Coastway is an Irish chartered surveyor that specialises in creating detailed maps of plots of land in preparation for construction.
Until recently, it did this by sending out employees with GPS tracking devices. They would stand at various points in a given plot and record their GPS co-ordinates.
This was a laborious process, recalls chief technology officer Niall Kane. “GPS is a very slow and rudimentary method as you're only able to mark a couple of hundreds points in a day," he explains. "When surveying a quarry, for example, which is always changing, it takes so long to get from one side to the other that your calculations are affected.”
Kane says that Coastway considers itself an innovative company. “Coastway will always be at the forefront of technology and stay ahead in terms of different software and hardware solutions,” he says.
In the surveying industry, the goal of innovation is to do things “quicker, better and faster”.
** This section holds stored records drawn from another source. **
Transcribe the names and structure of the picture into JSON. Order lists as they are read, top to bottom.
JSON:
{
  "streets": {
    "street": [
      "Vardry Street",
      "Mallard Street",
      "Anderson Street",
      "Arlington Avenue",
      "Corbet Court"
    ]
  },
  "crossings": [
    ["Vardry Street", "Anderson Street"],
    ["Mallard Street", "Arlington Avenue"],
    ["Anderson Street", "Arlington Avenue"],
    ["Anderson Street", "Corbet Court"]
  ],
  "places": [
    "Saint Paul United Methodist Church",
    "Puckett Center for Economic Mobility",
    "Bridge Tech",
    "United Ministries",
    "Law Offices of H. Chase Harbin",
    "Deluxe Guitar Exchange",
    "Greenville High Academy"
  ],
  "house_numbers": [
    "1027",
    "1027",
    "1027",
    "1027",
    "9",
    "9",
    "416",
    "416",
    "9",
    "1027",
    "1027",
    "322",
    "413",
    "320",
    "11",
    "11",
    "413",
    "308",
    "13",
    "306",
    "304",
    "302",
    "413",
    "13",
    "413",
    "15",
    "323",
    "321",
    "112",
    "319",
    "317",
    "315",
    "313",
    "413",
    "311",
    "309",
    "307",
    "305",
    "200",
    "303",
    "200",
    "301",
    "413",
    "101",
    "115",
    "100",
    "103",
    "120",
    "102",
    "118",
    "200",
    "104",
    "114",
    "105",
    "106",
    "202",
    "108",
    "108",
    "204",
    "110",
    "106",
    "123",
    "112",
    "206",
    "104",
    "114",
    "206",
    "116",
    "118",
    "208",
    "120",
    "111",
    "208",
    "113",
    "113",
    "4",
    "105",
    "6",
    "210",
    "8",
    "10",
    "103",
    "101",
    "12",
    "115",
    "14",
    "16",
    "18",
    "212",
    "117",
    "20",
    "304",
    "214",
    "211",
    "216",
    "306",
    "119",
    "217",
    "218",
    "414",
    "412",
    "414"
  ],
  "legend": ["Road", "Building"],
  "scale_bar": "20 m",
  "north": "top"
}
Last year, the search for a faster and more cost-effective approach led it to acquire an unmanned aerial vehicle, or drone.
The company bought a swingletCAM UAV made by a company called senseFLY. The UAV can be programmed to fly in a predetermined pattern for about 20-minutes each flight.
"It looks like a big crow that hovers over you and doesn't make any sound," Kane says. "You can see why the military has used them for years as you don't even notice it.
“Even the crows are looking at it thinking 'that's a weird looking crow'."
The UAV comes equipped with an onboard Canon 12-megapixel camera, allowing it to take around 200 top-down aerial photos or digital terrain models per flight.
An operator interacts with the drone in-flight using a touch-screen tablet device, linked to the UAV via a radio aerial. They can use the tablet to upload new flight paths, in case there is a change of plan, or they can check the photos as they are taken.
"You see a quick snapshot of the picture the UAV has taken in order to assess the exposure of the camera," Kane says. "If you're flying and notice the pictures are underexposed, you can tell it to come home and fly later.”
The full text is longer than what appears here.